* TASK DETAILS
Lines below that hold the word "rows" must be copied in full.

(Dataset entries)
= Beginning of Section =
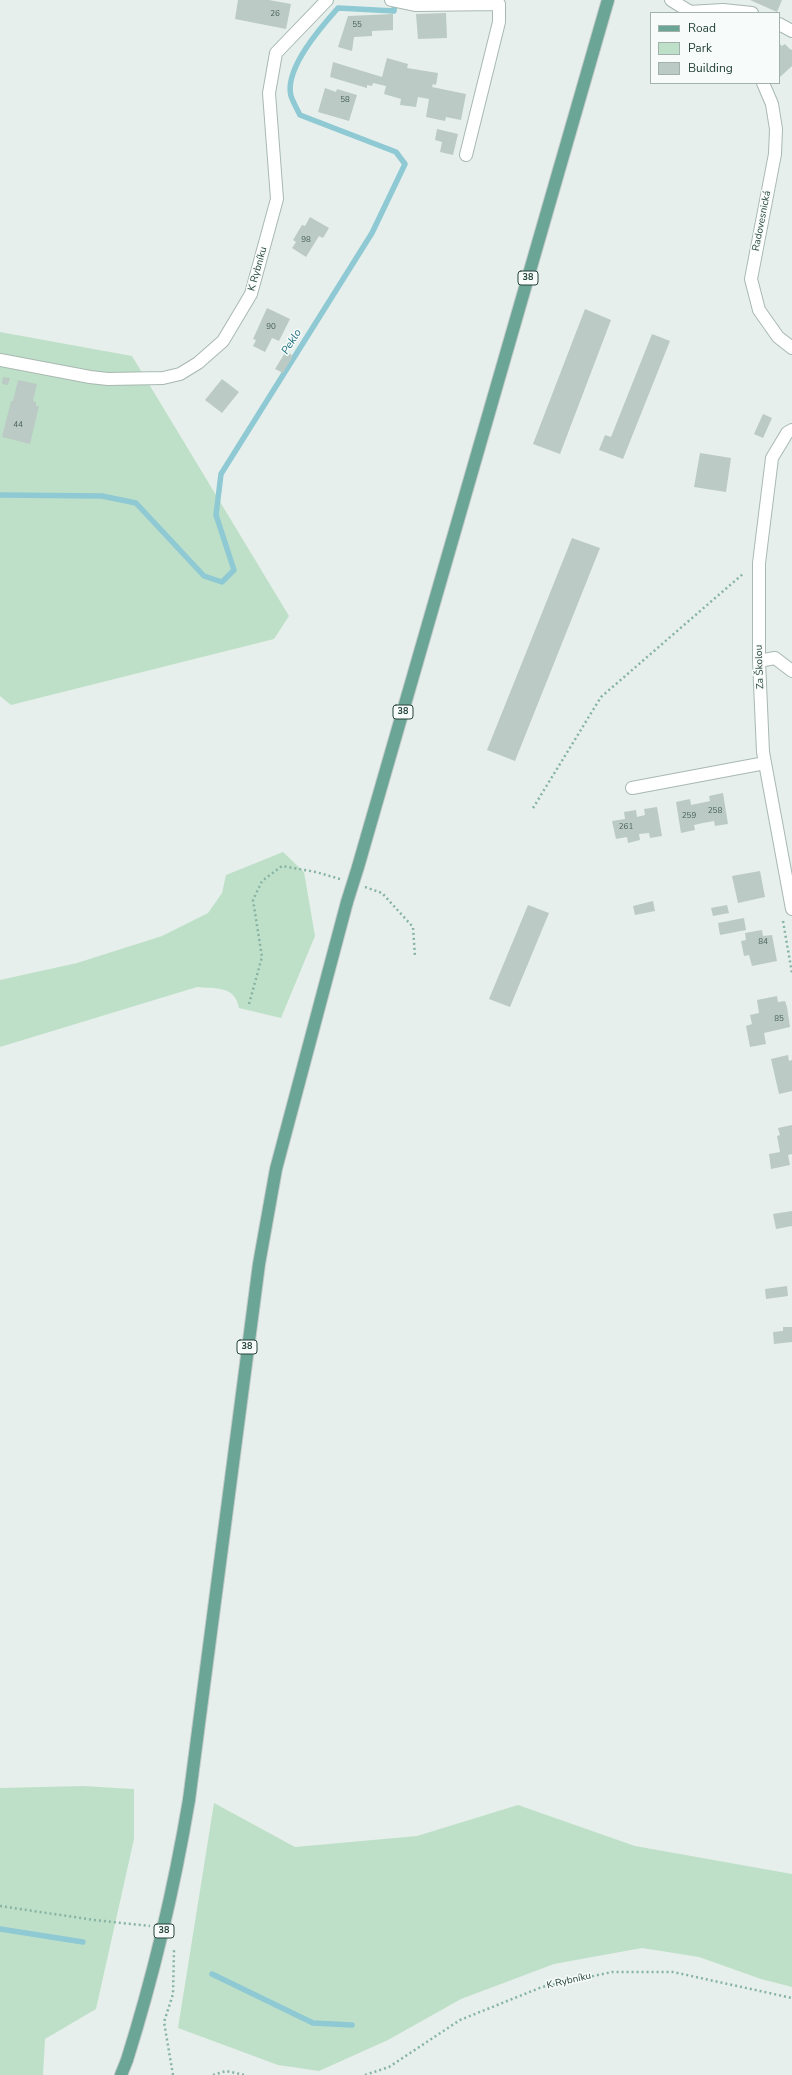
<!DOCTYPE html>
<meta charset="utf-8">
<style>
body{margin:0}
#map{position:relative;width:792px;height:2075px;overflow:hidden;background:#e6efeb;font-family:"Nunito Sans",sans-serif}
canvas{display:block}
.legend{position:absolute;left:650px;top:12px;width:130px;height:72px;box-sizing:border-box;background:#f7fbf9;border:1px solid #a3b1ad;margin:0;padding:5px 7px;list-style:none;font-size:12px;color:#24423a}
.legend li{display:flex;align-items:center;gap:8px;height:20px}
.legend b{width:20px;border:1px solid #a3b1ad}
</style>
<div id="map">
<canvas width="792" height="2075"></canvas>
<ul class="legend">
<li><b style="height:5px;background:#6aa596"></b>Road</li>
<li><b style="height:11px;background:#bfe0c8"></b>Park</li>
<li><b style="height:11px;background:#bbcac4"></b>Building</li>
</ul>
</div>
<script>
const ctx = document.querySelector('canvas').getContext('2d');
ctx.lineJoin = 'round';
function fillPath(path, color) { ctx.fillStyle = color; ctx.fill(path, 'evenodd'); }
function trace(path, color, width, dash) { ctx.strokeStyle = color; ctx.lineWidth = width; ctx.lineCap = dash ? 'butt' : 'round'; ctx.setLineDash(dash || []); ctx.stroke(path); }
function write(font, color, halo, rows, align = 'center') {
  ctx.font = font + ' "Nunito Sans",sans-serif'; ctx.lineWidth = 3; ctx.setLineDash([]); ctx.textBaseline = 'middle'; ctx.strokeStyle = halo; ctx.fillStyle = color; for (const [text, x, y, turn = 0] of rows) {
    ctx.save(); ctx.translate(x, y); ctx.rotate((+turn || 0) * Math.PI / 180); ctx.textAlign = isNaN(turn) ? turn : align; if (halo) ctx.strokeText(text, 0, 0); ctx.fillText(text, 0, 0); ctx.restore();
  }
}
fillPath(new Path2D(`
 M0,332l132,24 157,260 -15,23 -263,66 -11,-9z
 M283,852l21,20 11,64 -34,82 -42,-10c-4,-23 -24,-19 -42,-21l-197,60v-67l77,-17 85,-27 46,-23 14,-20 4,-18z
 M83,1786l51,3v50l-38,170 -51,30 -2,36h-43v-287z
 M214,1803l81,44 122,-11 101,-31 117,41 157,28v113l-31,-8 -62,-22 -57,-9 -88,16 -93,35 -73,41 -69,31 -41,-6 -100,-37z`), '#bfe0c8');
trace(new Path2D(`
 M0,495l102,1 34,7 68,73 18,6 12,-12 -18,-55 5,-41 151,-241 33,-69 -9,-12 -96,-37c-3,-6 -7,-13 -9,-19 -7,-27 30,-69 47,-88l56,3 1,-11
 M0,1929l83,13
 M212,1974l101,49 39,2`), '#8ec9d4', 5.5);
fillPath(new Path2D(`
 M238,0h31l22,4 -5,25 -51,-10z
 M750,0h32l-5,12z
 M446,13l1,25 -29,1 -2,-25z
 M393,14v16l-21,1v5l-18,1 -2,14 -14,-4 10,-31z
 M779,43l3,3 3,-2 6,6 1,-1v17l-13,12z
 M387,58l21,6 -1,4 31,5 -2,12 -3,-1 -1,3 34,7 -5,26 -15,-3 -1,4 -19,-4 3,-18 -11,-2 -2,10 -16,-2 1,-6 -17,-5 2,-8 -13,-3 -1,3 -5,-1v3l-37,-11 3,-15 49,15z
 M325,88l11,4 1,-3 20,6 -8,26 -31,-9z
 M437,129l21,5 -5,21 -13,-3 2,-10 -7,-2z
 M310,217l19,11 -6,10 -4,-2 -13,21 -14,-9 4,-6 -3,-2 9,-15 3,1z
 M267,308l23,11 -11,22 -7,-3 -7,14 -12,-6 3,-6 -3,-1z
 M585,309l26,11 -51,134 -27,-10z
 M652,334l18,7 -47,118 -24,-9 6,-15 6,2z
 M286,351l7,5 -10,17 -8,-4z
 M3,377l7,1 -2,7 -6,-1z
 M222,379l17,13 -17,21 -17,-13z
 M18,380l19,4 -4,17 3,1v4h3l-9,38 -28,-7 9,-36h2z
 M763,414l9,4 -9,20 -9,-4z
 M700,453l31,5 -5,34 -32,-5z
 M572,538l28,10 -85,213 -28,-11z
 M723,793l5,31 -13,2 -1,-5 -11,2 -9,2 1,5 -14,3 -5,-31 14,-3 1,6 19,-4 -1,-5z
 M657,807l5,29 -12,2 -1,-5 -10,1 1,6 -12,3 -1,-6 -11,2 -4,-18 13,-2 -1,-7 12,-2 1,7 8,-2 -1,-6z
 M760,871l5,26 -27,6 -6,-27z
 M653,901l2,10 -20,4 -2,-9z
 M528,905l21,8 -39,94 -21,-8z
 M727,905l2,8 -16,3 -2,-8z
 M744,918l2,12 -26,5 -2,-12z
 M762,930l1,6 9,-1 5,26 -25,5 -3,-11 -5,1 -3,-15 5,-1 -1,-7z
 M777,996l1,6 7,-1 2,6 3,20 -26,6 2,11 -16,3 -4,-21 6,-2 -2,-9 9,-2 -2,-13z
 M788,1055l1,6 3,-1v31l-13,3 -8,-35z
 M792,1125v29l-4,1 2,10 -19,4 -2,-15 11,-2 -3,-16 3,-1 -2,-7z
 M792,1211v15l-16,3 -3,-15z
 M787,1286l1,10 -22,3 -1,-10z
 M783,1327h9v15l-18,2 -1,-12 10,-1z`), '#bbcac4');
const minor = new Path2D(`
 M391,0l24,5 84,-1v18l-33,133
 M671,0l21,13
 M689,12l34,-2 29,3
 M779,24l13,7
 M763,83l9,21 4,25 -1,25 -24,125 8,31 19,27 14,11
 M0,360l90,17 18,2 55,-1 17,-4 18,-11 25,-22 28,-47 26,-95 -8,-106 7,-40 51,-53
 M792,430l-5,3 -15,25 -13,105v98l4,91 29,157
 M759,661l16,-3 17,13
 M632,788l133,-25`);
const major = new Path2D(`
 M358,867l250,-867
 M189,1800l70,-536 17,-95 71,-267
 M121,2075l6,-15`);
trace(minor, '#a8b8b2', 14);
trace(major, '#c2cac8', 14);
trace(new Path2D(`
 M533,808l68,-111 143,-124
 M365,887l17,6 31,34 2,30
 M783,921l9,52
 M249,1004l13,-47 -9,-57 9,-19 20,-15 34,6 24,7
 M0,1906l94,14 56,6
 M173,2075l-9,-53 9,-28 1,-44
 M213,2075l13,-4 19,4
 M365,2075l24,-8 71,-47 82,-33 70,-15h61l119,26`), '#86b3a5', 2.5, [2, 3]);
trace(minor, '#fff', 12);
trace(major, '#6aa596', 12);
const majorBridge = new Path2D(`
 M347,902l11,-35
 M127,2060c27,-86 47,-171 62,-260`);
trace(majorBridge, '#c2cac8', 14, []);
trace(majorBridge, '#6aa596', 12);
write('8px', '#4a645c', null, [
 ["26",275,14],
 ["55",357,25],
 ["58",345,100],
 ["98",306,240],
 ["90",271,327],
 ["44",18,425],
 ["258",715,811],
 ["259",689,816],
 ["261",626,827],
 ["84",763,942],
 ["85",779,1019]
]);
for (const [x, y, w] of [
 [528,278,20],
 [403,712,20],
 [247,1347,20],
 [164,1931,20]
]) { const box = new Path2D(); box.roundRect(x - w / 2, y - 7, w, 14, 3); ctx.fillStyle = '#f7fbf9'; ctx.fill(box); trace(box, '#24423a', 1); }
write('bold 9px', '#24423a', null, [
 ["38",528,278],
 ["38",403,712],
 ["38",247,1347],
 ["38",164,1931]
]);
write('10px', '#24423a', '#f7fbf9', [
 ["Radovesnická",762,221,-79],
 ["K Rybníku",258,269,-74],
 ["Za Školou",760,667,-92],
 ["K Rybníku",569,1981,-13]
]);
write('italic 11px', '#1c6f80', '#f7fbf9', [
 ["Peklo",292,342,-58]
]);
</script>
= End of Section =
* EXPECTED ANSWER
function write(font, color, halo, rows, align = 'center') {
  ctx.font = font + ' "Nunito Sans",sans-serif'; ctx.lineWidth = 3; ctx.setLineDash([]); ctx.textBaseline = 'middle'; ctx.strokeStyle = halo; ctx.fillStyle = color; for (const [text, x, y, turn = 0] of rows) {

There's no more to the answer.